The Bill aims to extend India’s jurisdiction to the country’s research stations at the South Pole and hold its citizens working there accountable to the country’s law. There has been no specific legislation in this regard so far, 41 years since India’s Antarctic expeditions began in 1981.

The legislation not only seeks to regulate the activities in the region, but also to protect the pristine Antarctic environment from non-native species, pollution and radioactive experiments.

The Indian Antarctic Bill will apply to any person, vessel or aircraft that is a part of an Indian expedition to Antarctica, which includes the continent, its ice-shelves, and all areas of the continental shelf adjacent to it, and all its islands.

It also includes the air space south of 60° South latitude — which means activities on Indian aircraft over the South Pole will also fall under the purview of the bill.

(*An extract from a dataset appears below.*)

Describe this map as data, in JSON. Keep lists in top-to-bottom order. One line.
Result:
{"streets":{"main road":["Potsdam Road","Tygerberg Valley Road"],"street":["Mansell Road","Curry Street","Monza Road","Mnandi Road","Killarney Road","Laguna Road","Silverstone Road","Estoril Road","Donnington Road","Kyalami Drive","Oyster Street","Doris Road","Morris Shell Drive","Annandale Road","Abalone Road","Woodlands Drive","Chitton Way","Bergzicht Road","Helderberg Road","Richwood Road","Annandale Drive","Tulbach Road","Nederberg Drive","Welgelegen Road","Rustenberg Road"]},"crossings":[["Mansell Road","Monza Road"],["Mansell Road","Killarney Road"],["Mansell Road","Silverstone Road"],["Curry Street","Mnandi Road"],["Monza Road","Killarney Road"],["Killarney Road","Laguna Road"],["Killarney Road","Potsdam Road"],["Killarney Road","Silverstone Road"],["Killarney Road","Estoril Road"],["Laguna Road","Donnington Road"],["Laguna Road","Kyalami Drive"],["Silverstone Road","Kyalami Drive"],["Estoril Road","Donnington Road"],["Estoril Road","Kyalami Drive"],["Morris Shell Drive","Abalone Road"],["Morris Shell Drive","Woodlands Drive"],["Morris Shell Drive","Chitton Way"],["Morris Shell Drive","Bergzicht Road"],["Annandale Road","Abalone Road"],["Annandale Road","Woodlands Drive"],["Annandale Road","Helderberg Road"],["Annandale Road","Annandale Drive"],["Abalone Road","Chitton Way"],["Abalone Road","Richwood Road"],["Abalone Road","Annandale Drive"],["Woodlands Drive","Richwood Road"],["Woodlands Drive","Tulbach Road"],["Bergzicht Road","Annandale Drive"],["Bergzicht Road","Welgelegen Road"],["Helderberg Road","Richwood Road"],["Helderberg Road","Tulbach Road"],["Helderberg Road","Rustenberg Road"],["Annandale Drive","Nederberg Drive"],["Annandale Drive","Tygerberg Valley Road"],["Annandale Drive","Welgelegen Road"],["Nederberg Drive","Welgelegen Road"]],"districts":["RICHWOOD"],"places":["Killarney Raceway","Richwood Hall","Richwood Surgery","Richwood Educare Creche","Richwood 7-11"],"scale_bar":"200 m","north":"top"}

Among other things, the bill will allow the Indian government to enforce the three international treaties linked to the region — the Antarctic Treaty, the Convention for the Conservation of Antarctic Marine Living Resources, and the Protocol on Environmental Protection to the Antarctic Treaty.


Also read: Soot from research & tourist activity hastening snow melt in Antarctica, finds global study


The treaties

The Antarctic Treaty came into force on 23 June 1961 after ratification by the 12 countries then active in Antarctic science. The treaty aims to demilitarise Antarctica, making it a zone free of nuclear tests and radioactive waste and ensures that the area in the South Pole is used for peaceful purposes only.

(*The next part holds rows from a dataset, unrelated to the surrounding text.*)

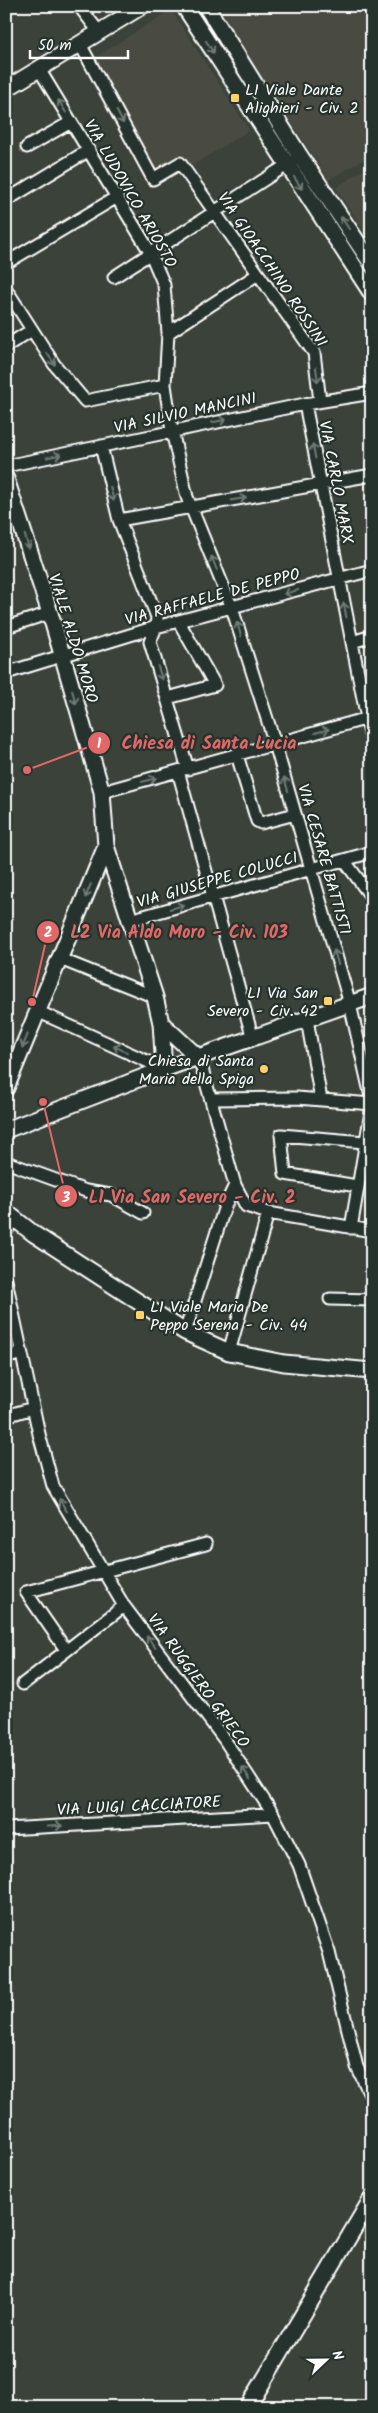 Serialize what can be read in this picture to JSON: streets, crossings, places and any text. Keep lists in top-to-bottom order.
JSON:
{
  "streets": {
    "street": [
      "VIA LUDOVICO ARIOSTO",
      "VIA GIOACCHINO ROSSINI",
      "VIA SILVIO MANCINI",
      "VIA CARLO MARX",
      "VIA RAFFAELE DE PEPPO",
      "VIALE ALDO MORO",
      "VIA CESARE BATTISTI",
      "VIA GIUSEPPE COLUCCI",
      "VIA RUGGIERO GRIECO",
      "VIA LUIGI CACCIATORE"
    ]
  },
  "crossings": [
    ["VIA LUDOVICO ARIOSTO", "VIA SILVIO MANCINI"],
    ["VIA LUDOVICO ARIOSTO", "VIA CESARE BATTISTI"],
    ["VIA GIOACCHINO ROSSINI", "VIA SILVIO MANCINI"],
    ["VIA SILVIO MANCINI", "VIA CARLO MARX"],
    ["VIA CARLO MARX", "VIA RAFFAELE DE PEPPO"],
    ["VIA RAFFAELE DE PEPPO", "VIALE ALDO MORO"],
    ["VIA RAFFAELE DE PEPPO", "VIA CESARE BATTISTI"],
    ["VIA CESARE BATTISTI", "VIA GIUSEPPE COLUCCI"],
    ["VIA RUGGIERO GRIECO", "VIA LUIGI CACCIATORE"]
  ],
  "one_way": ["VIA CARLO MARX", "VIA RUGGIERO GRIECO", "VIA LUIGI CACCIATORE"],
  "places": {
    "transit": ["L1 Viale Dante Alighieri - Civ. 2", "L1 Via San Severo - Civ. 42", "L1 Viale Maria De Peppo Serena - Civ. 44"],
    "other": [
      "Chiesa di Santa Lucia",
      "L2 Via Aldo Moro - Civ. 103",
      "Chiesa di Santa Maria della Spiga",
      "L1 Via San Severo - Civ. 2"
    ]
  },
  "scale_bar": "50 m",
  "north": "right"
}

The Convention for the Conservation of Antarctic Marine Living Resources was established in 1982 in response to concerns that excessive krill fishing activities could impact the Southern Ocean ecosystem.

In 1991, the Protocol on Environmental Protection to the Antarctic Treaty was adopted and the countries party to it committed to protecting the environment of the Antarctic region and its dependent and associated ecosystems.

The protocol, as explained by the Australian Antarctic Program, designates Antarctica as a “natural reserve, devoted to peace and science”. It also establishes “environmental principles that must be a fundamental consideration in the planning and conduct of all activities”, and prohibits mining in the area indefinitely.

It also requires that all proposed activities must be “subject to a prior assessment of their environmental impacts”.

Permits, penalties

The bill provides for the establishment of a ‘Committee on Antarctic Governance and Environmental Protection’ that will be formed by the central government and chaired by the Secretary of the Ministry of Earth Sciences.

This committee — consisting of 10 members from various ministries and organisations, including defence, external affairs, Indian R&D institution National Centre for Polar and Ocean Research, and the National Security Council Secretariat, among others — will be responsible for granting permits for various activities in the South Pole.

The committee, which will also have two experts from the Antarctic environment and geo-political fields, will be responsible for implementing and ensuring compliance of relevant international laws for protection of the Antarctic environment.

A permit by the committee or written authorisation from another party to the protocol will be required for carrying out expeditions in Antarctica. A permit from the committee will also be required if a person wants to enter or remain in an Indian station in Antarctica, drill, dredge or excavate for mineral resources, or even collect samples of mineral resources.

The bill will allow the committee to regulate activities that may harm Antarctic flora and fauna, as well as waste disposal by a person, vessel or aircraft in Antarctica.

To gain a permit, the applicant will have to carry out an environmental impact assessment of the activities proposed by them, as well as prepare a waste management plan for the same.

Nuclear explosion or disposal of radioactive wastes, introduction of non-sterile soil, and discharge of garbage, plastic or other substances into the sea will not be permitted.

The bill also specifies penalties that can be imposed for violation of its provisions. For example, conducting a nuclear explosion in Antarctica will be punishable with an imprisonment of 20 years, which may extend to life imprisonment, and a fine of at least Rs 50 crore.

Drilling for mineral resources or introducing non-native animals or plants in Antarctica without a permit will be punishable with imprisonment up to 7 years and a fine between Rs 10 lakh and Rs 50 lakh.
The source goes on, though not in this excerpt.